Legislation will help redevelopment efforts of distressed communities

Today the New York State Senate passed legislation strengthening a 2006 community redevelopment program.

The Historic Rehabilitation Tax Credit (HRTC), S2960-B, sponsored by Senator Valesky, augments the existing state program to bring New York State in line with 30 other states with successful programs. The changes will allow the state to target reinvestment to distressed communities, as determined by the U.S. Census.

With a new census around the corner, many blighted areas and communities will have the opportunity to turn a page and begin implementing cost-effective revitalization programs under this legislation.

The bill passed the Senate with unanimous support and is expected to pass the Assembly.
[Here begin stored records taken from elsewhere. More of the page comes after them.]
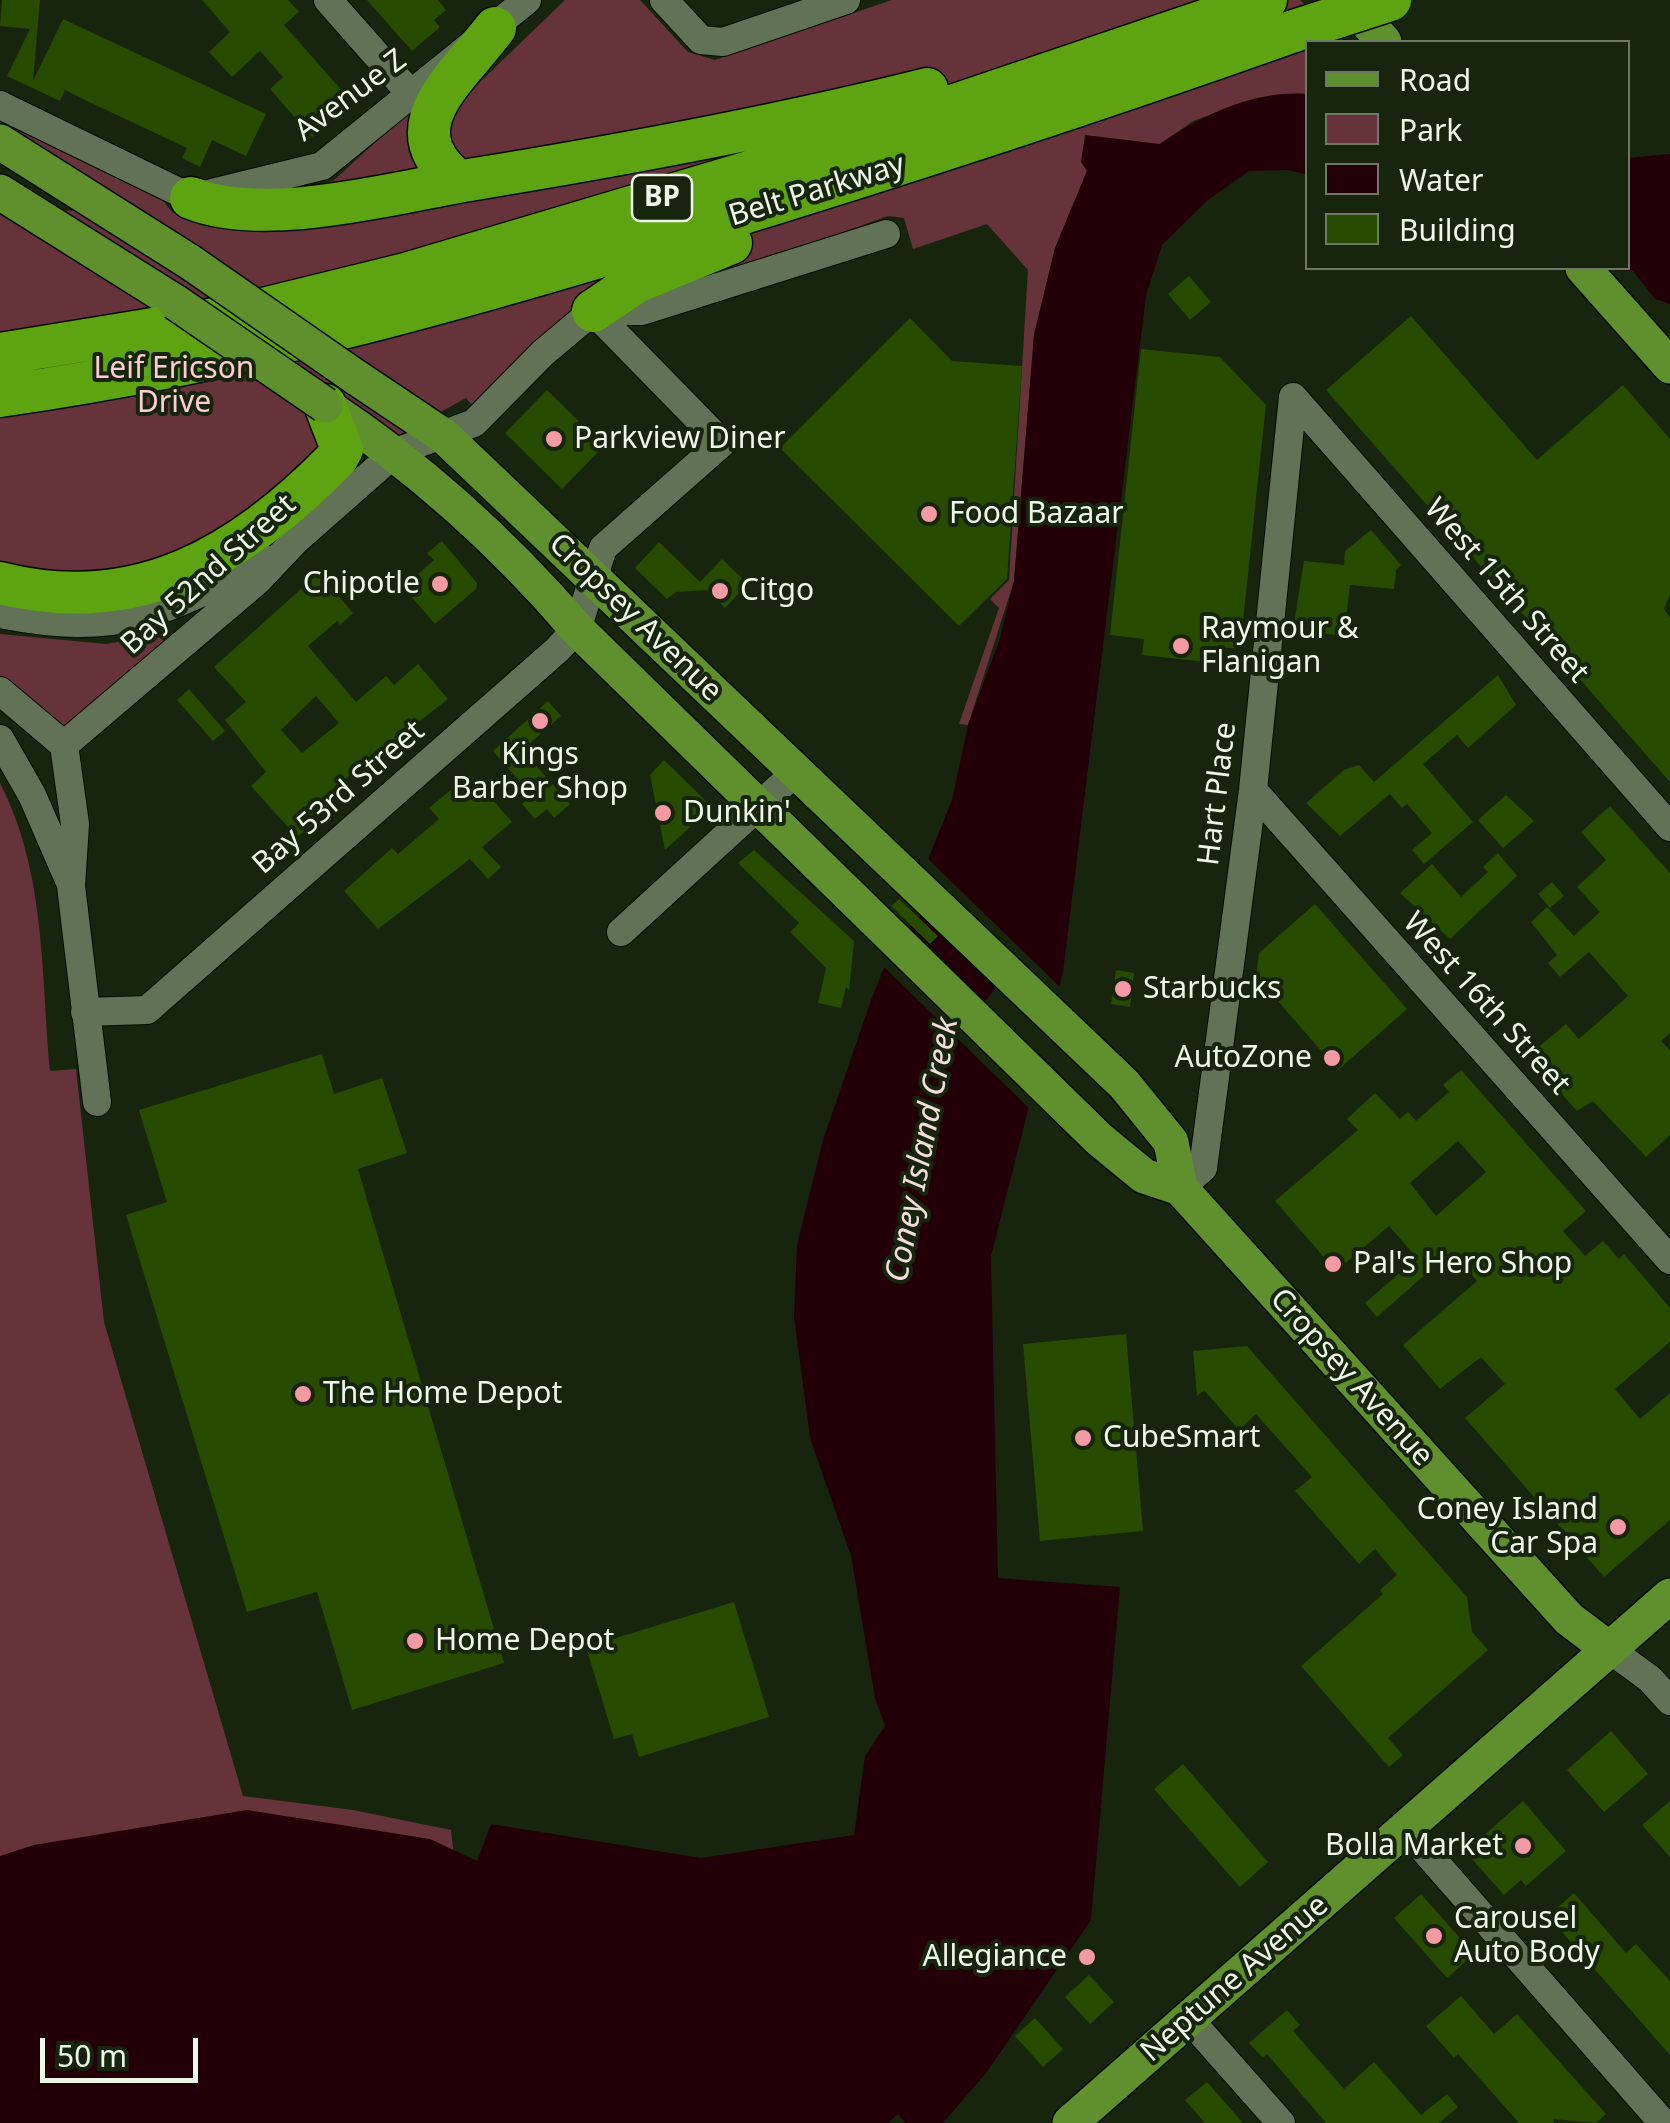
<!DOCTYPE html>
<style>
body{margin:0}
#map{position:relative;width:1670px;height:2123px;overflow:hidden;background:#18250e;font-family:"Noto Sans",sans-serif}
canvas{display:block}
.legend{position:absolute;left:1305px;top:40px;width:325px;height:230px;box-sizing:border-box;background:#18250e;border:2px solid #6d7965;margin:0;padding:12px 18px;list-style:none;font-size:30px;color:#edf7e8}
.legend li{display:flex;align-items:center;gap:20px;height:50px}
.legend b{width:50px;border:2px solid #6d7965}
.scale{position:absolute;left:40px;top:2038px;width:158px;height:45px;box-sizing:border-box;border:5px solid #edf7e8;border-top:0;padding-left:12px;font-size:30px;line-height:35px;white-space:nowrap;color:#edf7e8;-webkit-text-stroke:8px #18250e;paint-order:stroke}
</style>
<div id="map">
<canvas width="1670" height="2123"></canvas>
<ul class="legend">
<li><b style="height:12px;background:#608f2d"></b>Road</li>
<li><b style="height:28px;background:#67333b"></b>Park</li>
<li><b style="height:28px;background:#230007"></b>Water</li>
<li><b style="height:28px;background:#274b00"></b>Building</li>
</ul>
<div class="scale">50 m</div>
</div>
<script>
const ctx = document.querySelector('canvas').getContext('2d');
ctx.lineJoin = 'round';
function fillPath(path, color) { ctx.fillStyle = color; ctx.fill(path, 'evenodd'); }
function stroke(path, color, width, dash) { ctx.strokeStyle = color; ctx.lineWidth = width; ctx.lineCap = dash ? 'butt' : 'round'; ctx.setLineDash(dash || []); ctx.stroke(path); }
function write(font, color, halo, rows, align = 'center') {
  ctx.font = font + ' "Noto Sans",sans-serif'; ctx.lineWidth = 8; ctx.setLineDash([]); ctx.textBaseline = 'middle'; ctx.strokeStyle = halo; ctx.fillStyle = color; for (const [text, x, y, turn = 0] of rows) {
    ctx.save(); ctx.translate(x, y); ctx.rotate((+turn || 0) * Math.PI / 180); ctx.textAlign = isNaN(turn) ? turn : align; if (halo) ctx.strokeText(text, 0, 0); ctx.fillText(text, 0, 0); ctx.restore();
  }
}
fillPath(new Path2D(`
 M565,0H640L688,52L715,60L892,0H1300L1344,42H1308L1307,94L1247,101L1193,121L1160,144L1087,171L1055,248L1034,335L1014,581L968,725L959,724L999,608L990,599L1009,580L1028,270L987,224L913,249L904,218L888,216L644,303L646,297L472,405L466,398L350,462L248,550L0,597V209L135,212L5,123L162,200L173,213H198L333,181L414,107L452,109Z
 M178,632L74,723L62,727L0,679V634L106,644Z
 M0,783C46,873 41,973 50,1071L76,1069L104,1322L243,1796L353,1810L451,1830L454,1857L0,1906Z`), '#67333b');
fillPath(new Path2D(`
 M1307,94V175L1288,170L1249,171L1208,200L1162,245L1146,296L1063,972L991,1256L998,1578L1120,1587L1091,1920L987,2072L943,2123H905L898,2114L888,2123H0V1856L34,1845L247,1810L430,1839L477,1861L491,1824L701,1858L854,1835L865,1756L885,1726L875,1698L851,1556L810,1438L794,1317L797,1245L823,1140L871,1000L952,800L968,725L999,641L1014,581L1034,335L1055,248L1087,171L1081,162L1085,135L1160,144C1202,115 1255,90 1307,94Z
 M1670,154V304L1655,299L1633,271L1573,268H1628V158Z`), '#230007');
fillPath(new Path2D(`
 M926,857L1064,991L1033,1112L881,964ZM921,915L996,988L984,1002L908,928Z`), '#18250e');
fillPath(new Path2D(`
 M2,0H40L33,81L63,19L266,114L246,156L212,140L200,167L182,158L187,148L85,100L65,90L60,101L7,76L30,29L0,26Z
 M202,0H288L299,12L284,25L352,102L312,137L270,89L283,77L260,51L232,77L209,52L230,32Z
 M367,0H438L446,10L434,20L440,27L412,51Z
 M1189,276L1211,302L1190,320L1168,294Z
 M1411,316L1537,460L1623,385L1670,439V595L1664,609L1670,617V782L1326,390Z
 M910,318L952,361L1022,366L1007,579L959,626L780,448Z
 M1141,349L1220,357L1266,405L1240,649L1218,647L1216,663L1142,655L1144,639L1110,635Z
 M547,390L604,446L562,489L505,433Z
 M1371,530L1401,565L1396,570L1394,589L1350,585L1344,636L1293,630L1304,561L1344,565L1345,551Z
 M442,541L477,583L476,589L435,624L403,587L434,560L427,553Z
 M659,542L700,582L722,559L748,584L725,608L707,590L676,592L667,599L635,568Z
 M319,573L353,613L340,625L337,621L308,646L356,702L386,676L394,685L418,664L448,699L336,786L339,791L319,807L325,815L297,837L251,786L266,772L225,720L246,702L214,667ZM316,696L339,723L302,753L281,730Z
 M1498,675L1516,705L1468,748L1457,735L1423,764L1473,822L1424,864L1412,850L1432,833L1407,804L1402,808L1390,794L1340,836L1306,803L1344,770L1359,765L1374,782Z
 M189,689L225,731L213,741L177,700Z
 M548,701L561,716L522,750L570,804L554,818L547,809L535,819L522,804L532,795L493,751Z
 M664,760L712,807L665,850L650,775Z
 M470,774L512,822L482,847L501,867L488,879L470,859L378,929L344,891L392,848L398,854L439,819L429,808Z
 M1506,795L1534,821L1503,848L1478,820Z
 M1610,806L1670,873V1033L1661,1041L1670,1050V1135L1646,1157L1593,1101L1577,1111L1528,1056L1566,1024L1579,1039L1628,996L1589,952L1560,977L1548,963L1557,955L1531,922L1547,907L1574,936L1600,912L1577,887L1606,860L1581,832Z
 M754,850L854,941L849,990L846,987L841,1008L818,1003L826,968L790,932L799,923L738,863Z
 M1498,853L1517,876L1450,939L1400,893L1432,864L1461,897L1488,872L1483,867Z
 M1552,882L1564,896L1550,908L1538,894Z
 M899,899L938,936L930,944L891,906Z
 M1315,904L1407,1009L1338,1070L1256,976L1259,953Z
 M1116,970L1134,973L1130,1007L1111,1004Z
 M322,1054L334,1094L382,1078L407,1153L358,1169L504,1663L352,1710L317,1592L247,1612L126,1215L167,1202L139,1110Z
 M1461,1070L1586,1211L1563,1231L1585,1256L1603,1241L1619,1259L1624,1254L1670,1308V1342L1615,1389L1640,1419L1670,1393V1520L1604,1577L1465,1418L1505,1384L1481,1357L1440,1389L1403,1345L1477,1281L1452,1251L1377,1317L1365,1303L1417,1258L1389,1226L1336,1271L1275,1201L1358,1130L1347,1119L1375,1093L1400,1119L1408,1112L1416,1121L1449,1092L1443,1085ZM1458,1141L1486,1172L1436,1216L1410,1183Z
 M1126,1334L1143,1531L1040,1541L1023,1344Z
 M1247,1346L1467,1597L1472,1632L1488,1650L1388,1738L1403,1755L1389,1767L1301,1666L1383,1594L1380,1590L1397,1575L1375,1549L1359,1564L1295,1491L1312,1477L1256,1414L1239,1430L1204,1390L1197,1396L1193,1351Z
 M734,1602L769,1717L639,1757L632,1734L614,1739L586,1647Z
 M1611,1731L1648,1774L1604,1812L1567,1770Z
 M1183,1764L1268,1862L1240,1887L1154,1789Z
 M1523,1801L1566,1851L1526,1886L1521,1880L1504,1895L1471,1858L1488,1842L1483,1836Z
 M1670,1801V1857L1642,1825Z
 M1574,1893L1626,1953L1636,1944L1670,1981V2055L1548,1916Z
 M1421,1894L1474,1954L1447,1978L1394,1918Z
 M1089,1975L1114,2002L1090,2024L1065,1997Z
 M1461,1996L1494,2034L1517,2014L1606,2114L1596,2123L1553,2119L1554,2123H1519L1458,2054L1454,2058L1426,2026Z
 M1287,2010L1300,2025L1293,2031L1344,2089L1374,2062L1421,2115L1447,2094L1458,2107L1439,2123H1326L1267,2054L1263,2058L1249,2043Z
 M1035,2018L1063,2049L1043,2067L1015,2036Z
 M1207,2082L1243,2123H1205L1185,2100Z`), '#274b00');
const minor = new Path2D(`
 M328,0L410,93
 M664,0L701,40L723,42L846,0
 M0,105L191,198L322,166L527,0
 M1293,397L1670,827
 M0,614C116,637 165,615 264,559
 M0,691L64,745L75,824L71,886L97,1102
 M0,739L32,795L69,880
 M64,745L257,581L295,541L396,452L474,423L543,353L593,311H642L886,234
 M1253,790L1670,1260
 M621,932L797,771
 M85,1012L147,1010L557,650L577,629L603,548L722,443L593,311
 M1180,1188L1203,1168L1253,790L1293,397
 M1609,1649L1650,1679L1670,1701
 M1405,1828L1663,2123
 M1189,2019L1281,2123`);
const major = new Path2D(`
 M1348,0L1384,42
 M0,142L190,262
 M0,192L175,302
 M1583,268L1670,366
 M354,376L445,437L1124,1084L1171,1142L1180,1188
 M325,405C419,467 504,544 577,629L1099,1139L1144,1176L1180,1188L1569,1619L1609,1649
 M1070,2123L1670,1596`);
const highway = new Path2D(`
 M459,182C390,128 456,80 495,28
 M191,198C264,228 393,193 469,180C623,155 775,127 927,89
 M593,311L636,282L731,243
 M0,354L239,315L406,274L810,154L1266,0
 M0,396C242,362 464,299 698,227C898,166 1097,101 1294,31
 M0,583C138,618 243,555 337,458L342,449L325,405`);
stroke(minor, '#040e00', 30);
stroke(major, '#040e00', 38);
stroke(highway, '#040e00', 45);
stroke(minor, '#627257', 28);
stroke(major, '#608f2d', 35);
stroke(highway, '#5ea311', 42);
const majorBridge = new Path2D(`
 M190,262L354,376
 M175,302L325,405`);
const highwayBridge = new Path2D(`
 M1294,31L1390,0`);
stroke(majorBridge, '#040e00', 38, []);
stroke(highwayBridge, '#040e00', 45, []);
stroke(majorBridge, '#608f2d', 35);
stroke(highwayBridge, '#5ea311', 42);
for (const [x, y, r, color] of [
 [554,439,10,"#f49aa5"],
 [929,514,10,"#f49aa5"],
 [440,584,10,"#f49aa5"],
 [720,591,10,"#f49aa5"],
 [1181,646,10,"#f49aa5"],
 [540,721,10,"#f49aa5"],
 [663,813,10,"#f49aa5"],
 [1123,989,10,"#f49aa5"],
 [1332,1058,10,"#f49aa5"],
 [1333,1264,10,"#f49aa5"],
 [303,1394,10,"#f49aa5"],
 [1083,1438,10,"#f49aa5"],
 [1618,1527,10,"#f49aa5"],
 [415,1641,10,"#f49aa5"],
 [1523,1846,10,"#f49aa5"],
 [1434,1936,10,"#f49aa5"],
 [1087,1957,10,"#f49aa5"]
]) { const dot = new Path2D(); dot.arc(x, y, r, 0, 2 * Math.PI); ctx.fillStyle = color; ctx.fill(dot); stroke(dot, '#18250e', 4); }
for (const [x, y, w] of [
 [662,198,60]
]) { const box = new Path2D(); box.roundRect(x - w / 2, y - 23, w, 46, 8); ctx.fillStyle = '#18250e'; ctx.fill(box); stroke(box, '#edf7e8', 2.5); }
write('bold 28px', '#edf7e8', null, [
 ["BP",662,198]
]);
write('30px', '#edf7e8', '#18250e', [
 ["Avenue Z",351,96,-37],
 ["Belt Parkway",817,191,-17],
 ["Bay 52nd Street",209,575,-42],
 ["West 15th Street",1506,591,49],
 ["Cropsey Avenue",635,618,44],
 ["Hart Place",1218,794,-83],
 ["Bay 53rd Street",339,798,-41],
 ["West 16th Street",1486,1004,48],
 ["Cropsey Avenue",1351,1378,48],
 ["Neptune Avenue",1235,1979,-41]
]);
write('30px', '#fdcdd1', '#18250e', [
 ["Leif Ericson",174,369],
 ["Drive",174,403]
]);
write('30px', '#edf7e8', '#18250e', [
 ["Parkview Diner",574,439],
 ["Food Bazaar",949,514],
 ["Chipotle",420,584,"right"],
 ["Citgo",740,591],
 ["Raymour &",1201,629],
 ["Flanigan",1201,663],
 ["Kings",540,755,"center"],
 ["Barber Shop",540,789,"center"],
 ["Dunkin'",683,813],
 ["Starbucks",1143,989],
 ["AutoZone",1312,1058,"right"],
 ["Pal's Hero Shop",1353,1264],
 ["The Home Depot",323,1394],
 ["CubeSmart",1103,1438],
 ["Coney Island",1598,1510,"right"],
 ["Car Spa",1598,1544,"right"],
 ["Home Depot",435,1641],
 ["Bolla Market",1503,1846,"right"],
 ["Carousel",1454,1919],
 ["Auto Body",1454,1953],
 ["Allegiance",1067,1957,"right"]
], 'left');
write('italic 32px', '#f4dcde', '#18250e', [
 ["Coney Island Creek",923,1150,-79]
]);
</script>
Because of the programs new found ability to attract new investment, business, and jobs to the state, despite the fiscal climate; the measure is expected to pass in the Assembly and ultimately signed into law by Governor Paterson.

 

Features of the Senate’s legislation include:

  • Increase the cap on commercial credit value from $100,000 to $5 million; the residential credit value will increase from $25,000 to $50,000. These are over the course of the program, which is 5 years;
  • Limit the availability of the residential and commercial credit of the program to “distressed” areas, which is defined as being located within a Census tract identified at or below one hundred percent of the median family income;
  • Increase the percent of qualified rehabilitation costs that can be claimed for the credit from 6-percent to 20-percent, allowing for a higher percentage of qualified rehabilitation costs;
  • Make the credit assignable, transferable, and conveyable within business partnerships, to allow for greater flexibility on the part of the investor, and attract out-of-state financing to in-state rehabilitation projects;
  • Offer the rehabilitation tax credit as a rebate to make the program a stronger financial incentive for homeowners without significant income tax liability.